§ Task objective:
Transcribe all the records with complete accuracy.

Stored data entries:
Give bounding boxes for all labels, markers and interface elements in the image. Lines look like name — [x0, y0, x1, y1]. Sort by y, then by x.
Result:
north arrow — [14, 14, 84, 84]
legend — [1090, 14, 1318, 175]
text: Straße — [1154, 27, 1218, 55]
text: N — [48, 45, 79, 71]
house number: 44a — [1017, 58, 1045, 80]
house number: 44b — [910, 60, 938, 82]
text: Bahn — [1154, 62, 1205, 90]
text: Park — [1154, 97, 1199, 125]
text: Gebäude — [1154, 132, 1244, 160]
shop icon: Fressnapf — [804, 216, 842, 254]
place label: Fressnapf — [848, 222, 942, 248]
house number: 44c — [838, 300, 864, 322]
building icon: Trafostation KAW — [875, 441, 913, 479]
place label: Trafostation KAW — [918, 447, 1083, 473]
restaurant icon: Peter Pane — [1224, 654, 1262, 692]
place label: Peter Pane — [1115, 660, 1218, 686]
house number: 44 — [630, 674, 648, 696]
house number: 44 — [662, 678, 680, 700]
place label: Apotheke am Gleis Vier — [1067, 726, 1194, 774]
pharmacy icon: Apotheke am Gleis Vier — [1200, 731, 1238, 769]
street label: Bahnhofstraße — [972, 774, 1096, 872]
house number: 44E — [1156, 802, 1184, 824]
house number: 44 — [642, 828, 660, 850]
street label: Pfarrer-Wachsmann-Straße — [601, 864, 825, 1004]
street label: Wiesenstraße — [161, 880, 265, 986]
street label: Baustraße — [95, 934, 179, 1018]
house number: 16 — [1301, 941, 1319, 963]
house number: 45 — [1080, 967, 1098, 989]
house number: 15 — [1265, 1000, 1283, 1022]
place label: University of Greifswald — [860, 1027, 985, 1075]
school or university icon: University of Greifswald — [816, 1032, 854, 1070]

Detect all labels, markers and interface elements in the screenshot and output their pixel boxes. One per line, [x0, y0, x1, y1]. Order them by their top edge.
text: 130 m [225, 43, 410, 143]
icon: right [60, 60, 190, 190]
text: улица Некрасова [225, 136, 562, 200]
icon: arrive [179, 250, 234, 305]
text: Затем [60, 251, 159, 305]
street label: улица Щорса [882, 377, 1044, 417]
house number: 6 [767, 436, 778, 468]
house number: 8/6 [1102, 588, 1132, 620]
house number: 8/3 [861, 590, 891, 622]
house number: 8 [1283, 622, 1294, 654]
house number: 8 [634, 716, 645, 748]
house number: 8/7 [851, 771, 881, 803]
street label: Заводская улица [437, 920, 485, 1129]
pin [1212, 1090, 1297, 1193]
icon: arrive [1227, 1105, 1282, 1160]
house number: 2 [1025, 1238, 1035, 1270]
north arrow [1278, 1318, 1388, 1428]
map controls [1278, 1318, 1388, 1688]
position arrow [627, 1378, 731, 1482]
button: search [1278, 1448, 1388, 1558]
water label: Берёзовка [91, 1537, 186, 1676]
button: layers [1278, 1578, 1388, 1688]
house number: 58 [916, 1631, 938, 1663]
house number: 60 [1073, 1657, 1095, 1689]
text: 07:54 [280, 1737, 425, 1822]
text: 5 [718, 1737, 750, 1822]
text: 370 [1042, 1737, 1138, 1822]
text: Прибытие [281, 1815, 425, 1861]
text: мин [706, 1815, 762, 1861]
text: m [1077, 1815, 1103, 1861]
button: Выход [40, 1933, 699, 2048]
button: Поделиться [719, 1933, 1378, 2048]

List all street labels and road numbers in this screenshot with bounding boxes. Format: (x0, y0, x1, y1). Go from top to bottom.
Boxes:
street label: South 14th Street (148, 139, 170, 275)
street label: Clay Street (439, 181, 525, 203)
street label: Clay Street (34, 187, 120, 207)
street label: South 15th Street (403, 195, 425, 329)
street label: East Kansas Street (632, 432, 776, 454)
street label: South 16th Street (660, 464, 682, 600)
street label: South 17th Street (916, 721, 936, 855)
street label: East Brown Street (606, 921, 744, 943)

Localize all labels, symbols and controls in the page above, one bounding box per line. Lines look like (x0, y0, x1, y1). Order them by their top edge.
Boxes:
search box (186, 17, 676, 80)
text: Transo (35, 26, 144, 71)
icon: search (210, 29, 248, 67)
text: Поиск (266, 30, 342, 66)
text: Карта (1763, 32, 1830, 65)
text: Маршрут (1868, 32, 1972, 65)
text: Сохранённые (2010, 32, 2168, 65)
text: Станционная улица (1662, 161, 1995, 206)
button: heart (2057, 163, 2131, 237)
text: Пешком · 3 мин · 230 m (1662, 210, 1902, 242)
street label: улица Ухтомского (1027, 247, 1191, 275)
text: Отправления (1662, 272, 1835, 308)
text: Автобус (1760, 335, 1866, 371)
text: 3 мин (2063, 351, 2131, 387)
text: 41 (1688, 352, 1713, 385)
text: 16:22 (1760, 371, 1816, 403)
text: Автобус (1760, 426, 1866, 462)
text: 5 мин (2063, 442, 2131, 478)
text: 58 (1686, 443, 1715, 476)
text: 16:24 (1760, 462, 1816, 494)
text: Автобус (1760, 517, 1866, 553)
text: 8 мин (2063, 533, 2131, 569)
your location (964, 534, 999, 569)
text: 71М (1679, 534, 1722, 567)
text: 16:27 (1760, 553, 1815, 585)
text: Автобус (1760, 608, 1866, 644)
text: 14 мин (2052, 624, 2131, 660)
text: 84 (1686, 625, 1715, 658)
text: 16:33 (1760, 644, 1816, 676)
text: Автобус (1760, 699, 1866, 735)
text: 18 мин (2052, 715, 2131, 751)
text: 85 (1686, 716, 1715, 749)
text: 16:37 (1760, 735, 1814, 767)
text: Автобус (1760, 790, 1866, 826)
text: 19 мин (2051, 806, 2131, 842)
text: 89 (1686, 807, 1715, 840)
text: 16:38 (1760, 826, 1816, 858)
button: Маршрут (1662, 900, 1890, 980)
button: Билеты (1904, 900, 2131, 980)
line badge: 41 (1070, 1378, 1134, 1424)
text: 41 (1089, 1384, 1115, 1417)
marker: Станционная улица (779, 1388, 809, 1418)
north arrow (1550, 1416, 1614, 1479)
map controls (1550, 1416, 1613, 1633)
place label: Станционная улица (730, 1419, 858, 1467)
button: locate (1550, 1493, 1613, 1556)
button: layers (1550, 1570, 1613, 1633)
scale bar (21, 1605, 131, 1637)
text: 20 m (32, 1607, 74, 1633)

§ Solution to this exercise:
Give bounding boxes for all labels, markers and interface elements in the image. Lines look like name — [x0, y0, x1, y1]. Sort by y, then by x.
Result:
north arrow — [14, 14, 84, 84]
legend — [1090, 14, 1318, 175]
text: Straße — [1154, 27, 1218, 55]
text: N — [48, 45, 79, 71]
house number: 44a — [1017, 58, 1045, 80]
house number: 44b — [910, 60, 938, 82]
text: Bahn — [1154, 62, 1205, 90]
text: Park — [1154, 97, 1199, 125]
text: Gebäude — [1154, 132, 1244, 160]
shop icon: Fressnapf — [804, 216, 842, 254]
place label: Fressnapf — [848, 222, 942, 248]
house number: 44c — [838, 300, 864, 322]
building icon: Trafostation KAW — [875, 441, 913, 479]
place label: Trafostation KAW — [918, 447, 1083, 473]
restaurant icon: Peter Pane — [1224, 654, 1262, 692]
place label: Peter Pane — [1115, 660, 1218, 686]
house number: 44 — [630, 674, 648, 696]
house number: 44 — [662, 678, 680, 700]
place label: Apotheke am Gleis Vier — [1067, 726, 1194, 774]
pharmacy icon: Apotheke am Gleis Vier — [1200, 731, 1238, 769]
street label: Bahnhofstraße — [972, 774, 1096, 872]
house number: 44E — [1156, 802, 1184, 824]
house number: 44 — [642, 828, 660, 850]
street label: Pfarrer-Wachsmann-Straße — [601, 864, 825, 1004]
street label: Wiesenstraße — [161, 880, 265, 986]
street label: Baustraße — [95, 934, 179, 1018]
house number: 16 — [1301, 941, 1319, 963]
house number: 45 — [1080, 967, 1098, 989]
house number: 15 — [1265, 1000, 1283, 1022]
place label: University of Greifswald — [860, 1027, 985, 1075]
school or university icon: University of Greifswald — [816, 1032, 854, 1070]

Detect all labels, markers and interface elements in the screenshot and output their pixel boxes. One per line, [x0, y0, x1, y1]. Order them by their top edge.
text: 130 m [225, 43, 410, 143]
icon: right [60, 60, 190, 190]
text: улица Некрасова [225, 136, 562, 200]
icon: arrive [179, 250, 234, 305]
text: Затем [60, 251, 159, 305]
street label: улица Щорса [882, 377, 1044, 417]
house number: 6 [767, 436, 778, 468]
house number: 8/6 [1102, 588, 1132, 620]
house number: 8/3 [861, 590, 891, 622]
house number: 8 [1283, 622, 1294, 654]
house number: 8 [634, 716, 645, 748]
house number: 8/7 [851, 771, 881, 803]
street label: Заводская улица [437, 920, 485, 1129]
pin [1212, 1090, 1297, 1193]
icon: arrive [1227, 1105, 1282, 1160]
house number: 2 [1025, 1238, 1035, 1270]
north arrow [1278, 1318, 1388, 1428]
map controls [1278, 1318, 1388, 1688]
position arrow [627, 1378, 731, 1482]
button: search [1278, 1448, 1388, 1558]
water label: Берёзовка [91, 1537, 186, 1676]
button: layers [1278, 1578, 1388, 1688]
house number: 58 [916, 1631, 938, 1663]
house number: 60 [1073, 1657, 1095, 1689]
text: 07:54 [280, 1737, 425, 1822]
text: 5 [718, 1737, 750, 1822]
text: 370 [1042, 1737, 1138, 1822]
text: Прибытие [281, 1815, 425, 1861]
text: мин [706, 1815, 762, 1861]
text: m [1077, 1815, 1103, 1861]
button: Выход [40, 1933, 699, 2048]
button: Поделиться [719, 1933, 1378, 2048]

List all street labels and road numbers in this screenshot with bounding boxes. Format: (x0, y0, x1, y1). Go from top to bottom.
Boxes:
street label: South 14th Street (148, 139, 170, 275)
street label: Clay Street (439, 181, 525, 203)
street label: Clay Street (34, 187, 120, 207)
street label: South 15th Street (403, 195, 425, 329)
street label: East Kansas Street (632, 432, 776, 454)
street label: South 16th Street (660, 464, 682, 600)
street label: South 17th Street (916, 721, 936, 855)
street label: East Brown Street (606, 921, 744, 943)

Localize all labels, symbols and controls in the page above, one bounding box per line. Lines look like (x0, y0, x1, y1). Order them by their top edge.
Boxes:
search box (186, 17, 676, 80)
text: Transo (35, 26, 144, 71)
icon: search (210, 29, 248, 67)
text: Поиск (266, 30, 342, 66)
text: Карта (1763, 32, 1830, 65)
text: Маршрут (1868, 32, 1972, 65)
text: Сохранённые (2010, 32, 2168, 65)
text: Станционная улица (1662, 161, 1995, 206)
button: heart (2057, 163, 2131, 237)
text: Пешком · 3 мин · 230 m (1662, 210, 1902, 242)
street label: улица Ухтомского (1027, 247, 1191, 275)
text: Отправления (1662, 272, 1835, 308)
text: Автобус (1760, 335, 1866, 371)
text: 3 мин (2063, 351, 2131, 387)
text: 41 (1688, 352, 1713, 385)
text: 16:22 (1760, 371, 1816, 403)
text: Автобус (1760, 426, 1866, 462)
text: 5 мин (2063, 442, 2131, 478)
text: 58 (1686, 443, 1715, 476)
text: 16:24 (1760, 462, 1816, 494)
text: Автобус (1760, 517, 1866, 553)
text: 8 мин (2063, 533, 2131, 569)
your location (964, 534, 999, 569)
text: 71М (1679, 534, 1722, 567)
text: 16:27 (1760, 553, 1815, 585)
text: Автобус (1760, 608, 1866, 644)
text: 14 мин (2052, 624, 2131, 660)
text: 84 (1686, 625, 1715, 658)
text: 16:33 (1760, 644, 1816, 676)
text: Автобус (1760, 699, 1866, 735)
text: 18 мин (2052, 715, 2131, 751)
text: 85 (1686, 716, 1715, 749)
text: 16:37 (1760, 735, 1814, 767)
text: Автобус (1760, 790, 1866, 826)
text: 19 мин (2051, 806, 2131, 842)
text: 89 (1686, 807, 1715, 840)
text: 16:38 (1760, 826, 1816, 858)
button: Маршрут (1662, 900, 1890, 980)
button: Билеты (1904, 900, 2131, 980)
line badge: 41 (1070, 1378, 1134, 1424)
text: 41 (1089, 1384, 1115, 1417)
marker: Станционная улица (779, 1388, 809, 1418)
north arrow (1550, 1416, 1614, 1479)
map controls (1550, 1416, 1613, 1633)
place label: Станционная улица (730, 1419, 858, 1467)
button: locate (1550, 1493, 1613, 1556)
button: layers (1550, 1570, 1613, 1633)
scale bar (21, 1605, 131, 1637)
text: 20 m (32, 1607, 74, 1633)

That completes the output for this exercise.